** REQUIRED WORK **
Filter the data for "align" and copy matching lines.

(Collected data entries)
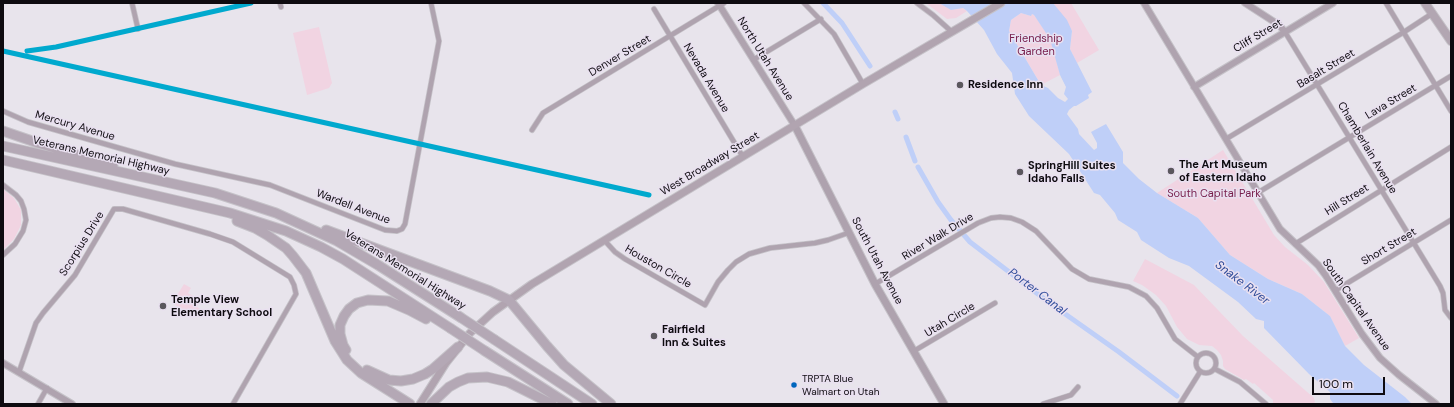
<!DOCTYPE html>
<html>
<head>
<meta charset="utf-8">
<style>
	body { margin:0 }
	#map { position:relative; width:1454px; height:407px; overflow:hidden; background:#e8e4ec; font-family:"DM Sans",sans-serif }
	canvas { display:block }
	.frame { position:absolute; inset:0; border:4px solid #0e0b10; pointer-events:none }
	.scale { position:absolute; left:1312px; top:377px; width:73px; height:18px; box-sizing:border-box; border:2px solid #0e0b10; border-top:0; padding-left:5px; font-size:12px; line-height:14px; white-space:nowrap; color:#0e0b10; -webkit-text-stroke:3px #e9e0f0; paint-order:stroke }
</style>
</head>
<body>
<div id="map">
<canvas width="1454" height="407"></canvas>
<div class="frame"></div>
<div class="scale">100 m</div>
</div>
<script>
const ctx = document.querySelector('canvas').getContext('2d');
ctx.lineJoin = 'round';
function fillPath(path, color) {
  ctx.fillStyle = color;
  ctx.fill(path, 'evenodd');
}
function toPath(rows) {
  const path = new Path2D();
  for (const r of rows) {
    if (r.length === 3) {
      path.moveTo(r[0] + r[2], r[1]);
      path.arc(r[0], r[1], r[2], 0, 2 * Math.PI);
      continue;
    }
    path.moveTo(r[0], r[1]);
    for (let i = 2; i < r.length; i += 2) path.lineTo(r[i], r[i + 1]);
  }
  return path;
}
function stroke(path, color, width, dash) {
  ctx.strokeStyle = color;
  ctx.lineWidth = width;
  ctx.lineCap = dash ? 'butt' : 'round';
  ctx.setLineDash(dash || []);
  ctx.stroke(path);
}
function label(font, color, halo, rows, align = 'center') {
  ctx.font = font + ' "DM Sans",sans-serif';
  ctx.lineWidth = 3;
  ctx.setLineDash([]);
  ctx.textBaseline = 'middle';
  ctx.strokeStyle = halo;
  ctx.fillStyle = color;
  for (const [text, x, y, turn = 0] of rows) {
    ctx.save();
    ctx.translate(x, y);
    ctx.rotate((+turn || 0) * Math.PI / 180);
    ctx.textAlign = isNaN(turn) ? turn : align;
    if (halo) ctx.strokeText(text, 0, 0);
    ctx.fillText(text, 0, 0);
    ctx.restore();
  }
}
const green = toPath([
	[926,3,939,3,963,8,967,11,956,18,947,19],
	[1053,3,1071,3,1099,50,1077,63,1070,49,1072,31],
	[1021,13,1031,16,1032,14,1034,15,1051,39,1060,75,1041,85,1009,31,1011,20],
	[319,27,332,83,329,88,307,95,293,33],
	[1223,150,1274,235,1285,247,1308,265,1324,282,1359,338,1345,346,1330,316,1302,294,1268,279,1230,255,1198,218,1157,193],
	[3,189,14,198,21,210,21,225,14,239,3,250],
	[1145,259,1194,285,1243,336,1314,398,1315,402,1313,404,1273,404,1273,400,1254,383,1253,384,1246,379,1244,380,1225,369,1223,366,1223,361,1221,355,1217,350,1212,346,1199,345,1187,339,1177,327,1166,306,1156,295,1142,285,1133,281],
	[184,284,191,288,188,293,200,300,197,307,202,310,197,317,172,303]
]);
const water = toPath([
	[939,3,1053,3,1067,20,1072,31,1070,49,1092,92,1088,95,1089,98,1076,106,1074,106,1069,110,1067,114,1078,129,1079,134,1094,150,1097,148,1097,143,1091,132,1106,124,1123,152,1123,163,1139,179,1157,193,1198,218,1230,255,1268,279,1302,294,1330,316,1345,346,1364,365,1405,397,1412,404,1337,404,1333,403,1330,399,1330,392,1309,374,1264,328,1264,321,1256,319,1238,302,1189,266,1169,258,1141,240,1137,232,1118,220,1115,213,1100,195,1094,193,1069,154,1029,116,1015,94,1012,73,997,54,984,30,967,11,963,8,951,10],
	[1021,13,1031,16,1032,14,1034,15,1050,39,1060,75,1066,87,1064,94,1068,99,1065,102,1058,98,1048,88,1041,85,1009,31,1011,20]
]);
const canal = toPath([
	[823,3,842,23,870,66],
	[895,112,898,119],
	[906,137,915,161],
	[918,167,938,202,951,220,970,242,1051,304,1119,352,1177,396]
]);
const minor = toPath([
	[132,3,138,29],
	[280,3,281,7],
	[804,3,834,34,863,84],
	[917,3,933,15,952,32],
	[1386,3,1451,111],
	[654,9,743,157],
	[1285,32,1440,286,1443,293,1445,310,1451,318],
	[753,60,821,19],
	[3,111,28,122,175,164,270,185,385,230,397,231,402,229,405,224,439,41,431,3],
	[532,130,543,113,724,3],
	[1226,139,1404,32,1433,13],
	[3,185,16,195,21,201,24,209,26,220,23,231,15,244,3,255],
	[1259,192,1451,76],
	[605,241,615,252,625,259,705,305,718,282,728,270,736,262,749,254,770,248,815,243,828,240,848,233],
	[1295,244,1451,147],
	[875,284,978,223,991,218,1000,217,1011,218,1022,222,1036,231,1072,269,1089,279,1129,287,1146,296,1157,308,1175,339,1198,357],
	[1336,290,1451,220],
	[914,351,995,303],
	[1206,363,10],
	[1215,369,1240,382,1266,404],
	[19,372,36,323,43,313,75,275,114,209,123,209,210,234,233,242,290,277,294,285,296,294,233,404],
	[38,404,47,388],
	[1043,404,1071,395,1078,387],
	[1180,404,1200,372]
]);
const tertiary = toPath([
	[718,3,795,126],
	[1144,3,1280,229,1318,265,1326,276,1362,334,1380,358,1399,375,1436,404],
	[1245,3,1279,25,1285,32],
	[1194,87,1333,3],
	[3,363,72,404]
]);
const secondary = toPath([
	[795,126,875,284,944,404]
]);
const primary = toPath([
	[420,404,446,363,470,333,493,312,532,284,863,84,1001,3]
]);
const trunk = toPath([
	[1425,3,1451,41]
]);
const motorway = toPath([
	[3,131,38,143,113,166],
	[3,146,215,193,276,213,337,241,378,265,460,317],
	[3,160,230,213,286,231,321,247,343,259,450,328],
	[237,221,255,228,267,235,286,248,293,256,306,273,335,341,347,360,361,373,410,404],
	[326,230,490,291,509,300,547,346,564,365,611,404],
	[495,340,592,404],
	[346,350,343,345,340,334,340,325,344,316,349,309,357,303,368,300,388,301,409,310,426,319],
	[485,351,568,404],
	[367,370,389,380,401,381,413,379,425,374,433,369,458,347],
	[431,404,449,387,458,382,468,378,487,377,508,382,552,404]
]);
const motorwayBridge = toPath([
	[460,317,495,340],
	[450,328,485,351]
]);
const rail1 = toPath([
	[3,51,649,195],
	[27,51,56,47,251,3]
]);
const markers = [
	[960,85,4,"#5a575d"],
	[1171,171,4,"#5a575d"],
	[1020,172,4,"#5a575d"],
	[163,306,4,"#5a575d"],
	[654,336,4,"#5a575d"],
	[794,385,3.5,"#0065bd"]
];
const busNames = [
	["TRPTA Blue",802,379],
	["Walmart on Utah",802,392]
];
const streetNames = [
	["Cliff Street",1258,36,-31],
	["Denver Street",620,56,-31],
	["North Utah Avenue",765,59,58],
	["Basalt Street",1326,69,-31],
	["Nevada Avenue",706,78,59],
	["Lava Street",1391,102,-31],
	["Mercury Avenue",75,126,16],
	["Chamberlain Avenue",1367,148,59],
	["Veterans Memorial Highway",101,156,13],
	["West Broadway Street",710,164,-31],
	["Hill Street",1347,200,-32],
	["Wardell Avenue",353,207,21],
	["River Walk Drive",938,237,-31],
	["Scorpius Drive",82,244,-58],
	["Short Street",1389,247,-31],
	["South Utah Avenue",877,261,62],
	["Houston Circle",658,267,30],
	["Veterans Memorial Highway",405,270,32],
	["South Capital Avenue",1356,305,55],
	["Utah Circle",950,320,-31]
];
const parkNames = [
	["Friendship",1036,39],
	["Garden",1036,52],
	["South Capital Park",1214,194]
];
const poiNames = [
	["Residence Inn",968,85],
	["The Art Museum",1179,165],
	["of Eastern Idaho",1179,178],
	["SpringHill Suites",1028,166],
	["Idaho Falls",1028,179],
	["Temple View",171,300],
	["Elementary School",171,313],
	["Fairfield",662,330],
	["Inn & Suites",662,343]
];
const waterNames = [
	["Snake River",1242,283,37],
	["Porter Canal",1037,292,37]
];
fillPath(green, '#f1d4e2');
fillPath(water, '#bfcff8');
stroke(canal, '#bfcff8', 5);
stroke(minor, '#c5c2c8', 6);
stroke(tertiary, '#c5c2c8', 8);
stroke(secondary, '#c5c2c8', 9);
stroke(primary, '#c5c2c8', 9);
stroke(trunk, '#c5c2c8', 10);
stroke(motorway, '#c5c2c8', 11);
stroke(minor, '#afa3af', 4.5);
stroke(tertiary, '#afa3af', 6);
stroke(secondary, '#aea2ae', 7);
stroke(primary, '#b1a4b0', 7);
stroke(trunk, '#b2a6b2', 8);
stroke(motorway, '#b4a8b5', 9);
stroke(motorwayBridge, '#c5c2c8', 11, []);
stroke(motorwayBridge, '#b4a8b5', 9);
stroke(rail1, '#00a9ce', 5);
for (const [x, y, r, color] of markers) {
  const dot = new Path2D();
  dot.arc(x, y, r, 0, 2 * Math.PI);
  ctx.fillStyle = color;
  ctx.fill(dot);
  stroke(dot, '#e9e0f0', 1.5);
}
label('10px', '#0e0b10', '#e9e0f0', busNames, 'left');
label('11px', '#0e0b10', '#e9e0f0', streetNames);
label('11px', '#771d4b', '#e9e0f0', parkNames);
label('bold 11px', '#0e0b10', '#e9e0f0', poiNames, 'left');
label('italic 12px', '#2f4c9a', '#e9e0f0', waterNames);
</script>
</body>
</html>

** EXERCISE RESPONSE **
function label(font, color, halo, rows, align = 'center') {
    ctx.textAlign = isNaN(turn) ? turn : align;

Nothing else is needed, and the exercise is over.